Frères !   Frères ? Dans ce monastère, au cœur du silence, assemblés. 

Qui sommes-nous ? Des hommes, de simples hommes, éveillés dans la nuit... 

Que faisons-nous ? L’écho de nos voix répond à celui de nos frères. L’onde fugitive de nos chants glisse dans le vent, se perd dans l’espace, transperce l’éther et nous revient auréolée de lumière. 

Dans le secret des lieux où souffle l’esprit, méditation, contemplation et prière participent aussi à l’équilibre du monde. Qui le dit ? Les poètes, les fous, les sages et les prophètes ! 

Qui le sait ? Le monde le sait, mais il l’a oublié, trop occupé aux vaines luttes du jour. 

L’ordre ancien n’est plus garant de la continuité du monde. 

En ces temps troublés, que dit-on de nous ? Selon certains, nous serions inutiles, verrues improductives et dérisoires. Nous serions même lâches, fuyant le siècle, fuyant ses défis. 

D’autres...  D’autres nous disent étrangers, voudraient nous chasser, décrètent notre présence impure ! 

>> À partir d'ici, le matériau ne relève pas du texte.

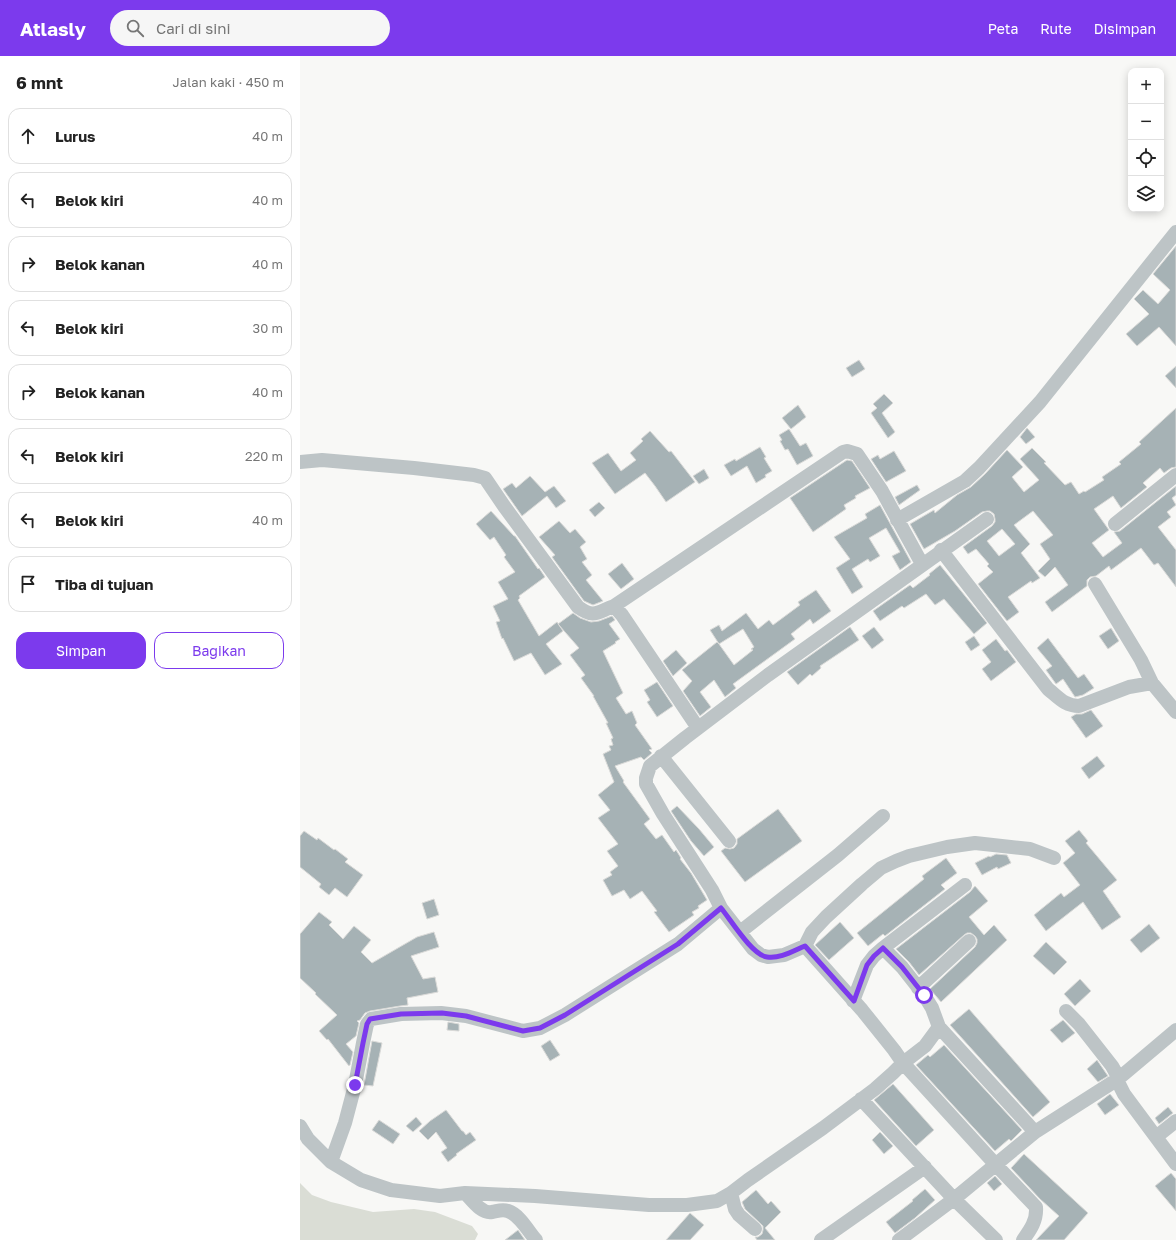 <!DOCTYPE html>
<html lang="id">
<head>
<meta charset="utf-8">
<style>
	body { margin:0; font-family:"Golos Text",sans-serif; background:#f6f6f6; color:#222 }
	.controls { position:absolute; right:12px; top:12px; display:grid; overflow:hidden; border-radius:8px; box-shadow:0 2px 10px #0003 }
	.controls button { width:36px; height:36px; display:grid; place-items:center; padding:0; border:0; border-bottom:1px solid #e0e0e0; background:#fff; color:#222; font:20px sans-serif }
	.stop { position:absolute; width:12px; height:12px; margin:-9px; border:3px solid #7c3aed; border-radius:50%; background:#fff }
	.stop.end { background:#7c3aed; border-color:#fff; box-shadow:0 1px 4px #0008 }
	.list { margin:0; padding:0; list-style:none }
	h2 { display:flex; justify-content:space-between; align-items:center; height:52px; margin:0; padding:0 16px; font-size:17px }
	h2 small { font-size:13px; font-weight:400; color:#767676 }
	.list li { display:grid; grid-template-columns:26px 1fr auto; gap:12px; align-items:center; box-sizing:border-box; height:56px; margin:0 8px 8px; padding:0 8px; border:1px solid #e0e0e0; border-radius:12px }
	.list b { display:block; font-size:15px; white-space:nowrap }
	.list em { font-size:13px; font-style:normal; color:#767676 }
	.actions { display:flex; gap:8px; padding:12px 16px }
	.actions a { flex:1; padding:9px 0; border:1px solid #7c3aed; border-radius:12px; text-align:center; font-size:14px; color:#7c3aed }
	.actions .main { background:#7c3aed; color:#fff }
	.icon { flex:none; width:22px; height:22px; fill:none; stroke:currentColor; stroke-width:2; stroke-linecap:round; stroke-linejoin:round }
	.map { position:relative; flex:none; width:876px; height:1184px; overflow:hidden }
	header { display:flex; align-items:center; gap:24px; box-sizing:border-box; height:56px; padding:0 20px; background:#7c3aed; color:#fff }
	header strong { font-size:19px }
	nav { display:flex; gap:22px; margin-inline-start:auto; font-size:14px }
	.search { width:280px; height:36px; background:#f6f6f6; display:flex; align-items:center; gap:10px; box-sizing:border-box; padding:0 14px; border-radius:22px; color:#767676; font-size:15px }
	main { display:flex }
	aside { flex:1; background:#fff }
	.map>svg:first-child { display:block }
	.green { fill:#daddd5 }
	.building { fill:#a6b2b5; stroke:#dadad8; fill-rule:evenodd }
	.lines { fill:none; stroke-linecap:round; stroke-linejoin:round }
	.minor { stroke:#bdc4c6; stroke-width:14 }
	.route { stroke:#7c3aed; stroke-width:5 }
</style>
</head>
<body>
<header>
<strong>Atlasly</strong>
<div class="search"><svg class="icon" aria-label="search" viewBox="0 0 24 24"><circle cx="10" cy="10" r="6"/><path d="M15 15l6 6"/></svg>Cari di sini</div>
<nav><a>Peta</a><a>Rute</a><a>Disimpan</a></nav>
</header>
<main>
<aside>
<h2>6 mnt<small>Jalan kaki · 450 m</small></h2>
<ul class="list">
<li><svg class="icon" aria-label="ahead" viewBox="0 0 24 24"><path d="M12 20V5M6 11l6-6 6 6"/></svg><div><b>Lurus</b></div><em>40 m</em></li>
<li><svg class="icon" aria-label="left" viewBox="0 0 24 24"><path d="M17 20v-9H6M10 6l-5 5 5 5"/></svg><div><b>Belok kiri</b></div><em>40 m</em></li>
<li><svg class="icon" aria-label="right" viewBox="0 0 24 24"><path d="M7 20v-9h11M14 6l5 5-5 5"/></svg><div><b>Belok kanan</b></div><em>40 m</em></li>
<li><svg class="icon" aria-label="left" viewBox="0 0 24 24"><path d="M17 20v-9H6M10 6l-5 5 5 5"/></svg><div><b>Belok kiri</b></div><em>30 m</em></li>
<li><svg class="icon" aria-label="right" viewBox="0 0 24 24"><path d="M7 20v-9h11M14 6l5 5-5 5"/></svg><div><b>Belok kanan</b></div><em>40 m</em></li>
<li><svg class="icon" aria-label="left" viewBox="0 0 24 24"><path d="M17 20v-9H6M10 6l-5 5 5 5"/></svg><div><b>Belok kiri</b></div><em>220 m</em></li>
<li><svg class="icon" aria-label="left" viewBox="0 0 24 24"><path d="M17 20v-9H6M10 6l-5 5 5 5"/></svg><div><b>Belok kiri</b></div><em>40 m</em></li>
<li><svg class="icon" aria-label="arrive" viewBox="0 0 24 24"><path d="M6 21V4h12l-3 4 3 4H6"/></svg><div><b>Tiba di tujuan</b></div></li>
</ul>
<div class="actions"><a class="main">Simpan</a><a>Bagikan</a></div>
</aside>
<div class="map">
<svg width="876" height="1184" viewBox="0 0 876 1184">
	<rect width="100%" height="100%" fill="#f8f8f6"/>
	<path class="green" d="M 0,1127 L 12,1139 L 31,1146 L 73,1156 L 114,1153 L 135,1156 L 172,1170 L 178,1178 L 175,1184 L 0,1184 Z"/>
	<path class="building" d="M 876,190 L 876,290 L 859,271 L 837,290 L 826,278 L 849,258 L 834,243 L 843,234 L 858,248 L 870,234 L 853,218 Z
		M 559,304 L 565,313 L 552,321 L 546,312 Z
		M 876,310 L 876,332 L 865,320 Z
		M 584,338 L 593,347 L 582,357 L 595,376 L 588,382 L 571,357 L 577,352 L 573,348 Z
		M 498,349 L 506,361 L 491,373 L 482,362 Z
		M 876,352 L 876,411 L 871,412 L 864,417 L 860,412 L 843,427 L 847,431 L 821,452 L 813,440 L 794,453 L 809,474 L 792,487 L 803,501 L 822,487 L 814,476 L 820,475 L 876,430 L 876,439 L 872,442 L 876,449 L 867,456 L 871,461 L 858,471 L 876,494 L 876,531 L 858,507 L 854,509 L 841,492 L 811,514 L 809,510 L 796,520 L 790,521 L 787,524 L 787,530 L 752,556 L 745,546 L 768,529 L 755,511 L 745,521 L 738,515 L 750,503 L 740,488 L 753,479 L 733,455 L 714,469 L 730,488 L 721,497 L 740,522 L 732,527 L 731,525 L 708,541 L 719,556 L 707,565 L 678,528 L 693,516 L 687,510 L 689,508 L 676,493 L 668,498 L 663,491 L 692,470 L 695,466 L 695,463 L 694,458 L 690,455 L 687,455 L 682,456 L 655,475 L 624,493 L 610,468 L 634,454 L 635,457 L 657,439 L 671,431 L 685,418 L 707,394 L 723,411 L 712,421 L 724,436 L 739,424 L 720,403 L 732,392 L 746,406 L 744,407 L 765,429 L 771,426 L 779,438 L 784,435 L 785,436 L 804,424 L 802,421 L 821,408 L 819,406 L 841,388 L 839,386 ZM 702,473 L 715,488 L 699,500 L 687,485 Z
		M 727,372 L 735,381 L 726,388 L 720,381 Z
		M 489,373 L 500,390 L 506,387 L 513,400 L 497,409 L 488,393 L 485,394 L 480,385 L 482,384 L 479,379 Z
		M 350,375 L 369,396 L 371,395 L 395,426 L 366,446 L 355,430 L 345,417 L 315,438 L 292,407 L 308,397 L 321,415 L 336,404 L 330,397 L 343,385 L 341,383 Z
		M 460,391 L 466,401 L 464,402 L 472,415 L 465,419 L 466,421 L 456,427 L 447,410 L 431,420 L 424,409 L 435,403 L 436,405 Z
		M 594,395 L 606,415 L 586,426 L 571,403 L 578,399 L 580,403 Z
		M 547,404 L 552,405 L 570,432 L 555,440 L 556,442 L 544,449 L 546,453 L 513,476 L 490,442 Z
		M 404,413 L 409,422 L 399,428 L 393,420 Z
		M 230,420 L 245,436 L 254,430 L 266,445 L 256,452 L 247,440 L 222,460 L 203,433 L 212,427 L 216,432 Z
		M 617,429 L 620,434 L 599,449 L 595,441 Z
		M 299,446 L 305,452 L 295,461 L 289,454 Z
		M 580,449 L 611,506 L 600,514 L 592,500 L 600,496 L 586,472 L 569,482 L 580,500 L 570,506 L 568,503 L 552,513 L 563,531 L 552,538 L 536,512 L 550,503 L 534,481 L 567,462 L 565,458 Z
		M 191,455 L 214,480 L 215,480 L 238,513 L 239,512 L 245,521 L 219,540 L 220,542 L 218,544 L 239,580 L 257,566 L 263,575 L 246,588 L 262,608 L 245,619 L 231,597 L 214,605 L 203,582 L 202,583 L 196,566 L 200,565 L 193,550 L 208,543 L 198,526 L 215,516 L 204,501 L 206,499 L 194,481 L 190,484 L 176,468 Z
		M 259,465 L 270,477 L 275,473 L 286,486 L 280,491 L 287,503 L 282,506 L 292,519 L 286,524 L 303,545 L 293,549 L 284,545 L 252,501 L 255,499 L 239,481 Z
		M 322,507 L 334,523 L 321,533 L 308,518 Z
		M 640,509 L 687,567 L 674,578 L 644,543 L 635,549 L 626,538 L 604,552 L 602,550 L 580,565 L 573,555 L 610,529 L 613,532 L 630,519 L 629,518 Z
		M 516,534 L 531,555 L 513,568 L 510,563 L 491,578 L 495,583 L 433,628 L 436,632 L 425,641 L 414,624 L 400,636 L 411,651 L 400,660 L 383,635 L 392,625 L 382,614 L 417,586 L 419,588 L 410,574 L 419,569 L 422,575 L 446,557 L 458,573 L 469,564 L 473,569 L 500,549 L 498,546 ZM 443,573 L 454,591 L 451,593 L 453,594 L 434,609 L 419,588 Z
		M 273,557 L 280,562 L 291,566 L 299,565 L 312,560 L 315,564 L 309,568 L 320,583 L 315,586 L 316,587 L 303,595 L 323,637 L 316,642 L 326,658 L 332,655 L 337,667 L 335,669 L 352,693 L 349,694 L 352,697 L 344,704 L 341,701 L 315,710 L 324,725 L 323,726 L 350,763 L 344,768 L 356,783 L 362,779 L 374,796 L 376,794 L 381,802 L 380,803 L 391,817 L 407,844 L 398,850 L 399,852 L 392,856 L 394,859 L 369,876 L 354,856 L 357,855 L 342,835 L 330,843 L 324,834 L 312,840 L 303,824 L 312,819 L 310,816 L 318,810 L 307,795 L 318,788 L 298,762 L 310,754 L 298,739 L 314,726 L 303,698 L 311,694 L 309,690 L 313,689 L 311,683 L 313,682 L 306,667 L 308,667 L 293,640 L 294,640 L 281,622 L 285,619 L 270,599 L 279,592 L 258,568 Z
		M 550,571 L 559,584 L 520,610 L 521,612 L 512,620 L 510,618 L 498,629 L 487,616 Z
		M 574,571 L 584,584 L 572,593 L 562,580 Z
		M 811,572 L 819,585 L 808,593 L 799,580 Z
		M 674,580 L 680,589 L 671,595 L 665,586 Z
		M 748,582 L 778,622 L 784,618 L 794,632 L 783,639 L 775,641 L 763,623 L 756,628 L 746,614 L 752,610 L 737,592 Z
		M 696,583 L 705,595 L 707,594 L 716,606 L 691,625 L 682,613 L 691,606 L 682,594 Z
		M 376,594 L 387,607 L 373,620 L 363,605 Z
		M 357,626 L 373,650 L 357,661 L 347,646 L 350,644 L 344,634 Z
		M 791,654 L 803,670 L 786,682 L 771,661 L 776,658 L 782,658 Z
		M 797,700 L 805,710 L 789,723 L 781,712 Z
		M 377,750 L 399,773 L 414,791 L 404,800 L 391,785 L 371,755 Z
		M 478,753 L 502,785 L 445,826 L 421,795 L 425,792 L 430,793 L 434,792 L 437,788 L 437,783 Z
		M 779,774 L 788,785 L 786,787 L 817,824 L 803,835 L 821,861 L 802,874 L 783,846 L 746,875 L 734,859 L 761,837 L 764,841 L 780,829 L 763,807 L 775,797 L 765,785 Z
		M 4,775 L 17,784 L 18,782 L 34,794 L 35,793 L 48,803 L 45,806 L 63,819 L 47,841 L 35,832 L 29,839 L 19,831 L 21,828 L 0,811 L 0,780 Z
		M 696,798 L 707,799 L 711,807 L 698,813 L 697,811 L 682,819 L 675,807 L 689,800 L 690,801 Z
		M 646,802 L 657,817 L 641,829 L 645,833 L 585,880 L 583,878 L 568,890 L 557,877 L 624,823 L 622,820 Z
		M 675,830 L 688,845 L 669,861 L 684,879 L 694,869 L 707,884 L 641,946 L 630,933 L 675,891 L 677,887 L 677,883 L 675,880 L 671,877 L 667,877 L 664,879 L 619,919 L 609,906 L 596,893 L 670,836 Z
		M 134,843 L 139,859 L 127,863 L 122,847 Z
		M 19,856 L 32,866 L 29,869 L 43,883 L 54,870 L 71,884 L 61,896 L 72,907 L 117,881 L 134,876 L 139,891 L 111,900 L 123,923 L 135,921 L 138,936 L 107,942 L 108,949 L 100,950 L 70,955 L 65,957 L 60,964 L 57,965 L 59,967 L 56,980 L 46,988 L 53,996 L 50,1009 L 49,1010 L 28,983 L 27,984 L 19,975 L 37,959 L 15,938 L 16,937 L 0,922 L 0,878 Z
		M 540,866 L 554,882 L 529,904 L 515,889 Z
		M 849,868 L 860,882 L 841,897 L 830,884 Z
		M 746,886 L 767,906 L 754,919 L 733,900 Z
		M 780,923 L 791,935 L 775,950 L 764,938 Z
		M 669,953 L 750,1046 L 733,1061 L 650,969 Z
		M 763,964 L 775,977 L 762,987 L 750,974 Z
		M 148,966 L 159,968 L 159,975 L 147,974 Z
		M 250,984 L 260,999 L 250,1005 L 241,990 Z
		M 72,985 L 82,987 L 73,1030 L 64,1029 Z
		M 644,989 L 722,1074 L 711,1085 L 709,1083 L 695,1095 L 616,1009 L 628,999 L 630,1001 Z
		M 797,1004 L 808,1020 L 798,1026 L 787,1013 Z
		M 593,1028 L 634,1074 L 616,1090 L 574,1044 Z
		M 810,1038 L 819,1049 L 805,1059 L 797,1048 Z
		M 868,1051 L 873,1057 L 859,1068 L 855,1062 Z
		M 146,1054 L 162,1075 L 163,1075 L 166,1079 L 170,1076 L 176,1084 L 156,1098 L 157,1099 L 148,1106 L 141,1096 L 147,1092 L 136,1076 L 128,1084 L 119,1075 L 130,1065 Z
		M 116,1061 L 122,1068 L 113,1076 L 106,1070 Z
		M 79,1064 L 100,1078 L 93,1088 L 72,1074 Z
		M 580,1076 L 593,1090 L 584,1098 L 572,1084 Z
		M 724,1098 L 788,1157 L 764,1184 L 736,1184 L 759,1160 L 740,1143 L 711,1112 Z
		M 871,1117 L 876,1123 L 876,1155 L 855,1130 Z
		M 695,1120 L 702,1128 L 694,1135 L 687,1127 Z
		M 625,1133 L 635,1144 L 615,1162 L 595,1177 L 586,1166 L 613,1145 L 612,1144 Z
		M 456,1134 L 468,1148 L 471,1145 L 481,1156 L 465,1172 L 475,1184 L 457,1184 L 455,1181 L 458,1181 L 462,1178 L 463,1174 L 463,1170 L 445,1153 L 442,1146 Z
		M 390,1157 L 404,1169 L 390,1184 L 366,1184 Z
		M 218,1174 L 225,1184 L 205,1184 Z"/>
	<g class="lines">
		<path class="minor" d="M 0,406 L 22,404 L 114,412 L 174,419 L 185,422 L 204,450 L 278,551 C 295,563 297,556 314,550 L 322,559 L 398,672
			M 597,464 L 665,425 L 679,412 L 740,346 L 876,176
			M 815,468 L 876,419
			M 641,494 L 748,633 C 759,642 765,650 779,650 L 829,631 L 852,627 L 876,656
			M 795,528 L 841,604 L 852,627
			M 314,550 L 543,396 L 547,395 L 557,398 L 582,435 L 622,508
			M 361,700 L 429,785
			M 421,852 L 412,834 L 363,758 L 346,728 L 346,722 L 350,710 L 385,682 L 468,619 L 687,463
			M 440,876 L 538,799 L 583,760
			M 505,890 L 512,876 L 526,861 L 562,828 L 581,812 L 596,805 L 609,800 L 647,791 L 675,787 L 730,793 L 754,802
			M 583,892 L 665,829
			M 618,932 L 669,885
			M 553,945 L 567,909 L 574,900 L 583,892 L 602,911 L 624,939 L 632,952 L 639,971 L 625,990 L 603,1007 L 696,1109 L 736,1151 C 737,1164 731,1173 723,1184
			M 766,955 L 779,968 L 812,1010 L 817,1019 L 819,1028 L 824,1038 L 876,1108
			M 639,971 L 735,1076
			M 561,1043 L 654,1143 L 696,1184
			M 0,1070 L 8,1083 L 31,1106 L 61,1124 L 91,1134 L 140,1140 L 165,1137 L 235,1140 L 349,1149 L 387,1149 L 417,1145 L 431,1137 L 448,1124 L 523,1072 L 575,1033 L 593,1017 L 603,1007 L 594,994 L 562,954 L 505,890 L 484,899 L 468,901 L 461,899 L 453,893 L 421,852 L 378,888 L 265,959 L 240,972 L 223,975 L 166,960 L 141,957 L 101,958 L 71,963 L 67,968 L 63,987 L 55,1029 L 45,1067 L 31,1106
			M 856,1081 L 876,1065
			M 165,1137 C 172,1144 181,1158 192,1156 C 198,1155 202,1153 208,1155 C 220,1159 228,1175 236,1184
			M 431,1137 L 435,1153 L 439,1159 L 455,1173
			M 521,1184 L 625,1111
			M 599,1184 L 654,1143 L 735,1076 L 818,1023 L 876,974"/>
	</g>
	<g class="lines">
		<path class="route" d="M 55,1029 L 63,987 L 67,968 L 70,963 L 101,958 L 142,957 L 166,960 L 223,975 L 240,972 L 265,959 L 378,888 L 421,852 C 431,864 452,899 467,901 C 480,903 493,895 505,890 L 554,945 L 567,909 L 574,900 L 583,892 L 602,911 L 624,939"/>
	</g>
</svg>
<div class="controls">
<button>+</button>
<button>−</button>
<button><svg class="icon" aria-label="locate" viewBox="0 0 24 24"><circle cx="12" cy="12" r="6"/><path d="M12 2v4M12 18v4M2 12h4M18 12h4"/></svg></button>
<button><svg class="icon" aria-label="layers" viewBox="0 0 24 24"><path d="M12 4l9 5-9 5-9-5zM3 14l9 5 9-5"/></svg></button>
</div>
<div class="stop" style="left:624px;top:939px"></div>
<div class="stop end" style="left:55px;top:1029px"></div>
</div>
</main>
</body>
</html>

Que dirons-nous ? Où irons-nous ? Que ferons-nous ?

La rumeur du monde n’est qu’un souffle du vent. Elle vient tantôt de là, tantôt d’ici et change de nom en changeant de côté. Qui saura le vrai en ce moment troublé ? Je me réjouissais d’une journée nouvelle où paix et amitié semblaient promises à tous. Comment deviner qu’elle nous plongerait dans l’inquiétude ? 

 

J’allais dans le soir, attentive, autant que mes yeux pouvaient voir à travers les rayons brillants et tardifs. Et peu à peu voici qu’une fumée s’en venait vers moi, noire comme la nuit. Il n’était pas de lieu pour s’en abriter. Elle me priva des yeux et de l’air pur. 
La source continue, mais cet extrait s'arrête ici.